Erwartet haben Herbert Brücker und sein Team einen niedrigeren Wert, besonders, weil beispielsweise Syrer es deutlich schwerer hatten als etwa die Kriegsflüchtlinge aus Ex-Jugoslawien in den 1990er Jahren.

Studienleiter Brücker sieht das deshalb auch als "ein hervorragendes Ergebnis“, zumal die Bedingungen für die Menschen, die 2015 gekommen seien, schlechter waren. Sie hätten fast alle kein Deutsch gesprochen. Hinzu kommt, dass die arabische Sprache linguistisch weiter von der deutschen Sprache entfernt sei als die jugoslawische. "Vor allem aber hatten sie keine Netzwerke in Deutschland“, sagt Brücker.

Eine Ausbildung hilft vielen in qualifizierte Jobs zu kommen

Auch Mohamad A. hatte kein Netzwerk. So arbeitet er zunächst in einem Buchladen sowie als Aushilfe und montiert Küchen.

“Dann habe ich festgestellt, dass ich eine Lehre anfangen muss, sonst bleibe ich ganz unten." Seine Ex-Frau habe ihn dann dazu bewogen, ein Praktikum bei der ‚Wolf GmbH‘ in Mainburg zu machen. "So habe ich entdeckt, dass das zu mir passt. Und so habe ich die Ausbildung angefangen."

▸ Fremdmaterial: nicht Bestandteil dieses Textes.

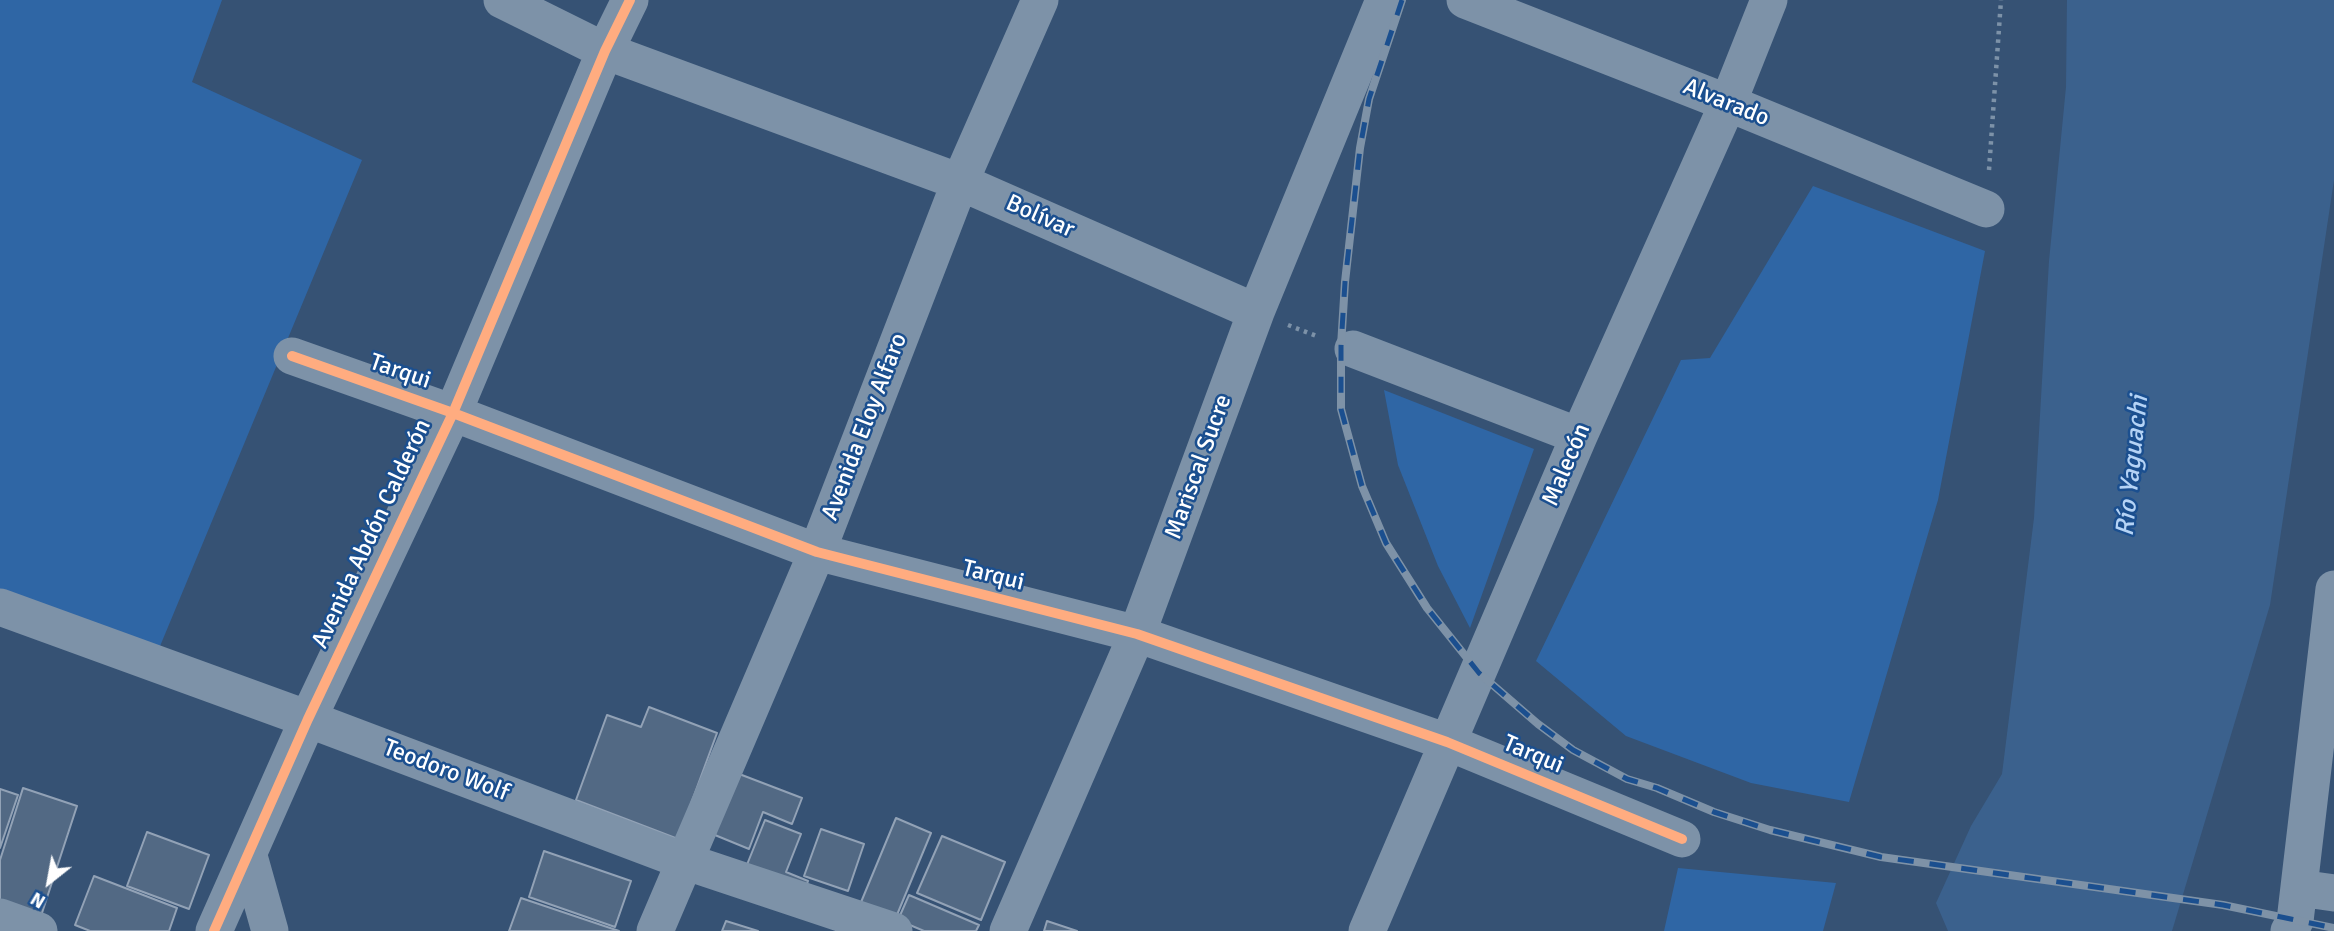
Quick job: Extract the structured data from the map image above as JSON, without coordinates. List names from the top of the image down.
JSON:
{
  "streets": {
    "street": [
      "Alvarado",
      "Bolívar",
      "Tarqui",
      "Avenida Eloy Alfaro",
      "Malecón",
      "Mariscal Sucre",
      "Avenida Abdón Calderón",
      "Teodoro Wolf"
    ]
  },
  "crossings": [
    ["Alvarado", "Malecón"],
    ["Bolívar", "Avenida Eloy Alfaro"],
    ["Bolívar", "Mariscal Sucre"],
    ["Bolívar", "Avenida Abdón Calderón"],
    ["Tarqui", "Avenida Eloy Alfaro"],
    ["Tarqui", "Malecón"],
    ["Tarqui", "Mariscal Sucre"],
    ["Tarqui", "Avenida Abdón Calderón"],
    ["Avenida Eloy Alfaro", "Teodoro Wolf"],
    ["Avenida Abdón Calderón", "Teodoro Wolf"]
  ],
  "water": ["Río Yaguachi"],
  "north": "bottom left"
}
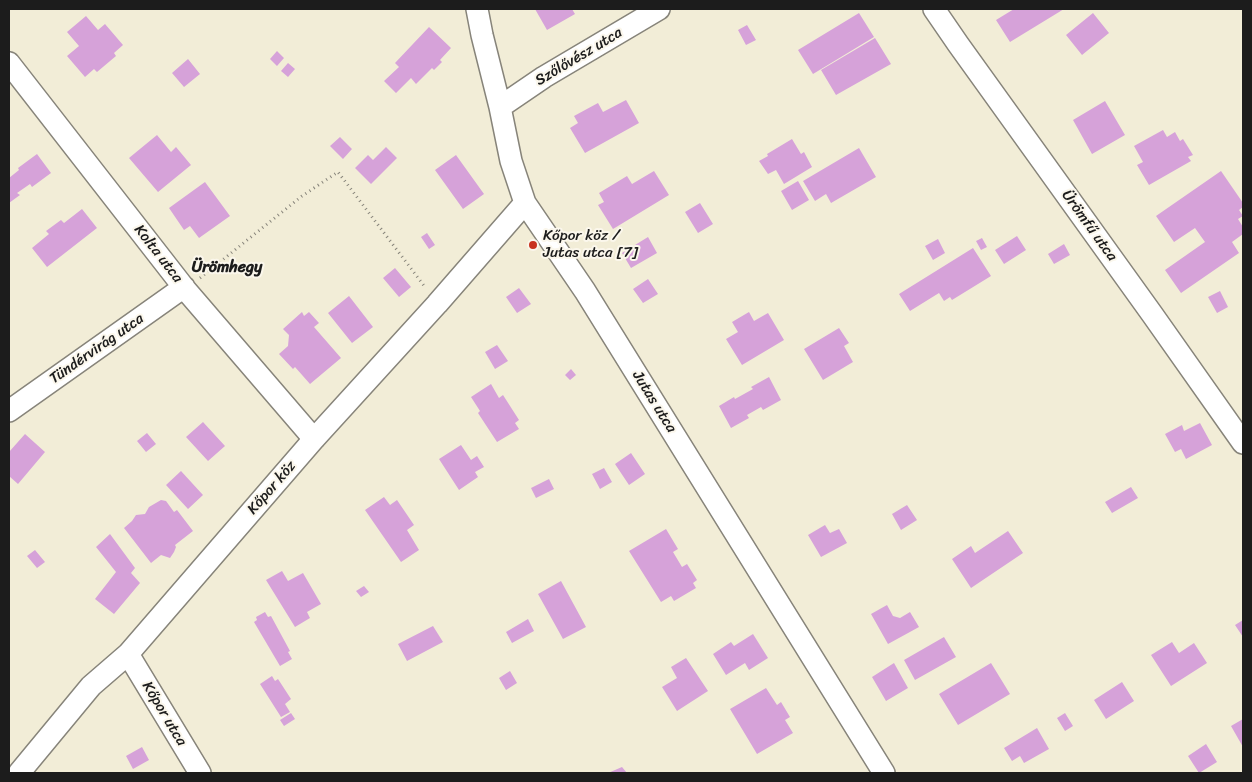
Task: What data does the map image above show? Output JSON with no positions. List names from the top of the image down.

Mohamad A. musste also ganz von neu anfangen. Arbeitsmarktforscher Brücker beobachtet, dass viele Geflüchtete unter dem Tätigkeitsniveau in ihrem Heimatland bleiben. Das bedeutet, wer in der Heimat qualifizierte Berufe im Handel, im Dienstleistungssektor oder als Selbstständiger ausgeübt hat, ist hier, überspitzt gesagt, nur Putzkraft – oder eben Aushilfe, wie Mohamad in den ersten Jahren.

Das hänge laut Prof. Brücker vor allem damit zusammen, dass diese sogenannten informellen Abschlüsse oder Qualifikationen in Deutschland nicht im selben Maße anerkannt werden: "Die Menschen, die aus Syrien oder Afghanistan gekommen sind, haben kein sehr hohes formales Ausbildungsniveau. Sie haben in der Regel direkt angefangen zu arbeiten und ihre beruflichen Qualifikationen durch ‘training on the job’ erworben." Offenbar holen aber viele in Deutschland auf.

"Die gute Nachricht ist, dass dennoch 70 Prozent entweder als Fachkräfte oder als akademische Arbeitskräfte arbeiten. Das sind relativ hohe Werte. Es trifft nicht zu, dass die überwiegende Zahl der Geflüchteten in ungelernten oder angelernten Helferberufen tätig ist." Prof. Herbert Brücker

Deutlich mehr Männer als Frauen arbeiten

Mohamad ist damals alleine gekommen. Wenn Familien kommen, gibt es zwischen den Eltern große Unterschiede, was die Beschäftigung betrifft. So seien nur 25 Prozent der geflüchteten Frauen arbeitstätig, wohingegen knapp 70 Prozent der Männer arbeiteten. Brücker erklärt das so: "Gut 60 Prozent der geflüchteten Frauen haben Kinder im Kleinkindalter, in der Regel drei Kinder. Das ist der Bereich, in dem auch die Erwerbstätigenquoten von deutschen Frauen deutlich sinken."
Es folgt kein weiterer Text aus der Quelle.